**RECORDS PROVIDED:**

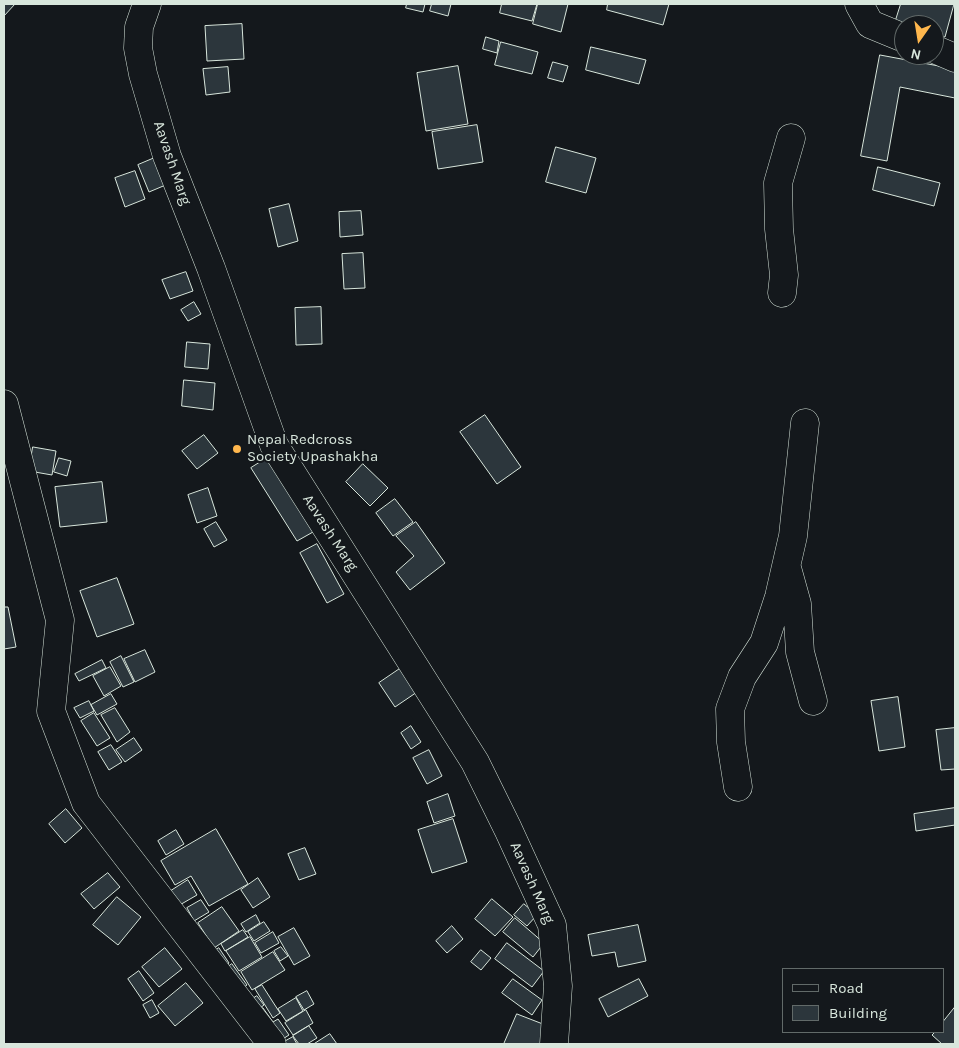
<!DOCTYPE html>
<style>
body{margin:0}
#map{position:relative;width:959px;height:1048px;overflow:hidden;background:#14181c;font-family:Karla,sans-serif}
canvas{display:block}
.frame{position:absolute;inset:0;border:5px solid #d8e6dc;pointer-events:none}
.legend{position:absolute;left:782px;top:968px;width:162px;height:65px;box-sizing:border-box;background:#14181c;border:1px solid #626a69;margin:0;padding:6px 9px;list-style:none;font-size:15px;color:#d8e6dc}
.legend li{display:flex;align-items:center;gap:10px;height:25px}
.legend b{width:25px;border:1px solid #626a69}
.north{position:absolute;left:894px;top:15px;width:50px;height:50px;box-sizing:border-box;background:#14181c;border:1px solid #626a69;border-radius:50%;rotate:193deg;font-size:14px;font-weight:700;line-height:20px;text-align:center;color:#d8e6dc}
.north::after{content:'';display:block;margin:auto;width:18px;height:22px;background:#ffb74d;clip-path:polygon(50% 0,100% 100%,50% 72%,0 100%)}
</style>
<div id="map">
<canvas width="959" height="1048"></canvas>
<div class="frame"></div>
<ul class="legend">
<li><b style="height:6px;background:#14181c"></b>Road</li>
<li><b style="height:14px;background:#2c363c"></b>Building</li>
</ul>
<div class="north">N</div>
</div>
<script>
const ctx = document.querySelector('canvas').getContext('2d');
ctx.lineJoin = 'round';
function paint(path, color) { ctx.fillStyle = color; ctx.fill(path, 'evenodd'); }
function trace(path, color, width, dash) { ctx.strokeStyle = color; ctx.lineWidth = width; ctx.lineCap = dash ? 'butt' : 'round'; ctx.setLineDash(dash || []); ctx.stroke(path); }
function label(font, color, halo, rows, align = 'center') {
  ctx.font = font + ' Karla,sans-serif'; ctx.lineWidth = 4; ctx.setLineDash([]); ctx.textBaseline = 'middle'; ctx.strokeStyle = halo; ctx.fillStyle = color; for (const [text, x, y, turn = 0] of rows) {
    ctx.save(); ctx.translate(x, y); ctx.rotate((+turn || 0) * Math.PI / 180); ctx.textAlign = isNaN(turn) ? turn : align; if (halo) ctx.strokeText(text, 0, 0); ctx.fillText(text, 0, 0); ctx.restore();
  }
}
const building = new Path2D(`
 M4,4H15L4,16Z
 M407,4H425L423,12L406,8Z
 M432,4H451L448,16L430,11Z
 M502,4H537L532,21L500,13Z
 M538,4H568L561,32L533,24Z
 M608,4H669L663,25L607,10Z
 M901,4H954L945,37L934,34V25H904L895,23Z
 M242,24L244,59L207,61L205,26Z
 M486,37L499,41L497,53L483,49Z
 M501,42L538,52L532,74L495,65Z
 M591,47L646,60L639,84L586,70Z
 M880,55L955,69V98L900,87L887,161L861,156Z
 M553,62L568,66L563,82L548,78Z
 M458,66L468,124L426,131L417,73Z
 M228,67L230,92L206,95L203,69Z
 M477,125L483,162L438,169L432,132Z
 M556,147L596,158L586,193L546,182Z
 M157,157L168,184L149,192L138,165Z
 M878,167L940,183L934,206L873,190Z
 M135,171L145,199L125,207L115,178Z
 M289,204L298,241L278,247L269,209Z
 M361,211L363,235L340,237L339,212Z
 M363,253L365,288L344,289L342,254Z
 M186,272L193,291L170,299L162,280Z
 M194,302L201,314L188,321L181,310Z
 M321,307L322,344L296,345L295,308Z
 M187,342L210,344L208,369L185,367Z
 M184,380L215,383L213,410L182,406Z
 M485,415L521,467L497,484L460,432Z
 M204,435L218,453L197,469L182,451Z
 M33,447L56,451L52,475L29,471Z
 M59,458L71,461L67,476L54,472Z
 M267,458L313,532L297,541L251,468Z
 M363,464L388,488L370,506L346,482Z
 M102,482L107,522L60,527L55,487Z
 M208,488L217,516L197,523L188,495Z
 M395,499L413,522L393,536L376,513Z
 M216,522L227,540L214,547L204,529Z
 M416,522L445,563L410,590L396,572L414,556L396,536Z
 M317,544L344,594L327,603L300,553Z
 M117,578L134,624L97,637L80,591Z
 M4,607H8L16,647L4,649Z
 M145,650L155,672L135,682L124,659Z
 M121,656L134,682L123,687L110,662Z
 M102,660L106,668L79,681L75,674Z
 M404,666L420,690L395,707L379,683Z
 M110,667L121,686L104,696L93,676Z
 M111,694L117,704L97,715L91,705Z
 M898,697L905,747L879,751L871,701Z
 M89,701L94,711L80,718L74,708Z
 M115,708L130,732L117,742L101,715Z
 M94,713L110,738L97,746L81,721Z
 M411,726L421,742L411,749L401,733Z
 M955,728V769L941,770L936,730Z
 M134,738L142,750L125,762L116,750Z
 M111,745L122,762L109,770L98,752Z
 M429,750L442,776L427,784L413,758Z
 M448,794L455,816L434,823L427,802Z
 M955,808V825L916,831L914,814Z
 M66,809L82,828L65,843L49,824Z
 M453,819L467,862L432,873L418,830Z
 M216,829L248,884L209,906L191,876L175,885L161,861Z
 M176,830L184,844L166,855L158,841Z
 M305,848L316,874L299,880L288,854Z
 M108,873L120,887L94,909L81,894Z
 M258,878L270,897L253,908L241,890Z
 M188,880L197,895L171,910L163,896Z
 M117,897L141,917L118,945L93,925Z
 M492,899L513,917L495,936L475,919Z
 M201,900L209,912L194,921L187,908Z
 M524,904L537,915L527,926L514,915Z
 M222,907L239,931L214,948L198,923Z
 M256,915L260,923L246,932L241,924Z
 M515,918L544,943L533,957L503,932Z
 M264,922L270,931L254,941L248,932Z
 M638,925L646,961L618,967L615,952L592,956L588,935Z
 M452,926L463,939L447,953L436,941Z
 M294,928L310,956L294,965L278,937Z
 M243,930L248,937L225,951L221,944Z
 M273,932L279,943L261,953L255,943Z
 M250,937L262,957L239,971L226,951Z
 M507,943L544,971L532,987L495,959Z
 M281,947L288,956L280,961L274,951Z
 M165,948L182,969L159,987L142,967Z
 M219,948L229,963L217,971L207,957Z
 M481,950L491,958L481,970L471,962Z
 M273,952L285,970L252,990L241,972Z
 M232,964L247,985L235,994L220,973Z
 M139,971L154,993L143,1001L128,979Z
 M513,979L542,1000L532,1015L502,993Z
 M639,979L648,996L608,1017L599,999Z
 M186,983L203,1003L175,1026L158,1006Z
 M262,985L280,1013L273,1018L255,989Z
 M307,991L314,1004L304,1010L296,997Z
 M257,996L264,1005L252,1014L245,1004Z
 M296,998L303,1011L286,1021L278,1009Z
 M152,1000L159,1013L150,1018L143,1005Z
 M955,1007V1044H942L932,1035L935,1032H943V1022Z
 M263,1008L273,1022L278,1019L289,1035L275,1044L253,1015Z
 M306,1010L313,1023L293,1035L285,1023Z
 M517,1014L548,1026L541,1044H504Z
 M309,1026L317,1038L307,1044H299L293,1036Z
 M330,1034L337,1044H314Z
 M293,1037L297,1044H280Z`);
paint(building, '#2c363c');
trace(building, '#d8e6dc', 1);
const minor = new Path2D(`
 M147,4L139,27L138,48L143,74L167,156L211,268L274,445L475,762L508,829L552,925L558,986L554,1044
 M859,4L870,24L904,38
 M934,49L955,58
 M782,293L784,275L779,229L778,183L791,138
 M4,404L60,620L51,711L86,803L272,1044
 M787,568L797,604L800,652L813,701
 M738,787L731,742L730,709L742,677L764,643L779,597L793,536L805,423`);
trace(minor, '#d8e6dc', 29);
trace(minor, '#14181c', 28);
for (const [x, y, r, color] of [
 [237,449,5,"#ffb74d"]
]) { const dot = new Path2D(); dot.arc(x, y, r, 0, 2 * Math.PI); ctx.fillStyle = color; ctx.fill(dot); trace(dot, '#14181c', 2); }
label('15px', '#d8e6dc', '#14181c', [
 ["Aavash Marg",172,163,71],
 ["Aavash Marg",330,533,57],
 ["Aavash Marg",532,883,66]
]);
label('15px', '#d8e6dc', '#14181c', [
 ["Nepal Redcross",247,440],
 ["Society Upashakha",247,457]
], 'left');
</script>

**ABOUT THIS EXERCISE:**
Locate the word "lineWidth" in the records and collect each line it appears in.

**EXERCISE OUTPUT:**
function trace(path, color, width, dash) { ctx.strokeStyle = color; ctx.lineWidth = width; ctx.lineCap = dash ? 'butt' : 'round'; ctx.setLineDash(dash || []); ctx.stroke(path); }
  ctx.font = font + ' Karla,sans-serif'; ctx.lineWidth = 4; ctx.setLineDash([]); ctx.textBaseline = 'middle'; ctx.strokeStyle = halo; ctx.fillStyle = color; for (const [text, x, y, turn = 0] of rows) {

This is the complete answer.